Hace mucho frío y como no tenía más nada que
hacer, ni ganas de salir a hacer ejercicios para perder las libras adquiridas
tras semanas intensamente familiares, me senté a terminar de leer la novela de
Rafah Acevedo, Flor de Ciruelo y el Viento,
que me trajo mi hermanita cuando vino a visitarme, disfrazada de regalo
sorpresa, a pesar de que yo le había ya hecho el pedido. Pues, sí, después de
un plato de arroz con habichuelas, y un café, y todavía con frío, y la novia
ocupada en sus cuestiones coloniales, la terminé. Quise escribir una reseña,
pero en realidad me parece que la de Rubén Ríos Ávila, “Humor de amor perdido”

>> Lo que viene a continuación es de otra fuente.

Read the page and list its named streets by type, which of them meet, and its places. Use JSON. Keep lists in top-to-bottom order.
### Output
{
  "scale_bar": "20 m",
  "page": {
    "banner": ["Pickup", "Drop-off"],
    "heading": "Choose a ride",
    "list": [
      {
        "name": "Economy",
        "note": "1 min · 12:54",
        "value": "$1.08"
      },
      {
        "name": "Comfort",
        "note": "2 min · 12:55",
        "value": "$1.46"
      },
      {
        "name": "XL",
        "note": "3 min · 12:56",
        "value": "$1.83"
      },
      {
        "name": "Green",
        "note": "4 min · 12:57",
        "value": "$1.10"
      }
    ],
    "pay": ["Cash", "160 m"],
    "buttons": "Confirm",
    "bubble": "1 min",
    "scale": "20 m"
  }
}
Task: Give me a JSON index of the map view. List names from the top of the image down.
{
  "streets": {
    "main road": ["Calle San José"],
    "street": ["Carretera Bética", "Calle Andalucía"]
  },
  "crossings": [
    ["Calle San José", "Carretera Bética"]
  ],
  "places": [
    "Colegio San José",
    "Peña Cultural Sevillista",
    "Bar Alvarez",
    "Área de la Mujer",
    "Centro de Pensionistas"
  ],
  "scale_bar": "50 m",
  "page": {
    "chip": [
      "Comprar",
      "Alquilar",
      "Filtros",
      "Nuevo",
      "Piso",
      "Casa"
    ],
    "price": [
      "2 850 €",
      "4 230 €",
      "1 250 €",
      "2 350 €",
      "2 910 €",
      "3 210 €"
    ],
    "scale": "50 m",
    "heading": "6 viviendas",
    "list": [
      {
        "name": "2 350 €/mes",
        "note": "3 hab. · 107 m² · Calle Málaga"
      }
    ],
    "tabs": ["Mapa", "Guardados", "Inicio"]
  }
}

le da a los principales clavos y a algunos más. Cuando la cerré me acordé que éste,
en su reseña, recuerda una anécdota de Beatriz Sarlo en la que se contraponen
Borges y Arlt, como una pareja de contrarios (aunque para mí son más como dos
caras de dos pesetas distintas que de casualidad comparten un mismo bolsillo
apretado en un mahón gastado), y recurre a mezclarlas, confundirlas, para así
describir al narrador de la novela. Esta imagen me parece capturar la esencia
del libro, que al fin es un libro de dobles arrebatados (Reloj y Li Yu, el
Emperador Young y el General de los Comedores de Peces, la lectura china y la
lectura tropical y la lectura china tropical, etcétera, etcétera, y etcétera). Digo arrebatados tanto en su sentido diccionarístico (precipitado, impetuoso, inconsiderado, violento, ruborizado), como en su sentido mafutero, porque a veces me reía, o porque a veces detenía la lectura y pronunciaba algo que aparentaba ser chino para descubrirme diciendo coca cola, o mofongo; y porque a veces me encontraba haciendo la lectura exoticista, sintiendo que me leía alguna leyenda china, como salida de Dynasty Warriors, hasta que un footnote me recordaba alguna zanganería que el personaje editor piensa necesaria, o, que, de hecho, es supremamente necesaria. Vale la pena hacer la lectura, tan vertiginosa como la primera de Rafah, Exquisito Cadaver. Entonces, a modo de pasabocas, la cita de Rubén:
El narrador idiota de Acevedo es, siguiendo esta observación de Sarlo, como un Borges que despierta por la mañana convertido en Roberto Arlt, pero que, en vez de preocuparse por su metamorfosis, como la madre, el padre y la hermana de Gregorio Samsa, que no lo dejan tranquilo, se da a la tarea minuciosa de ocupar su nueva identidad, tratando, con los pocos recursos que su recién empobrecido vocabulario le permite, de seguir siendo uno de los escritores más cultos del mundo conocido. En este alucinado cruce de identidades literarias, el narrador erudito ha perdido la capacidad del control analógico y confunde la gimnasia con la magnesia. La escritura ideográfica de los caracteres chinos se convierte para Acevedo en una metáfora, en un espejo donde todo es capaz de reflejarse. Es difícil distinguir dónde empieza la filología y dónde termina la charlatanería en esta sarta interminable de foot notes, de notas literalmente al pie, podría incluso decirse, postradas, ante el poder de la letra.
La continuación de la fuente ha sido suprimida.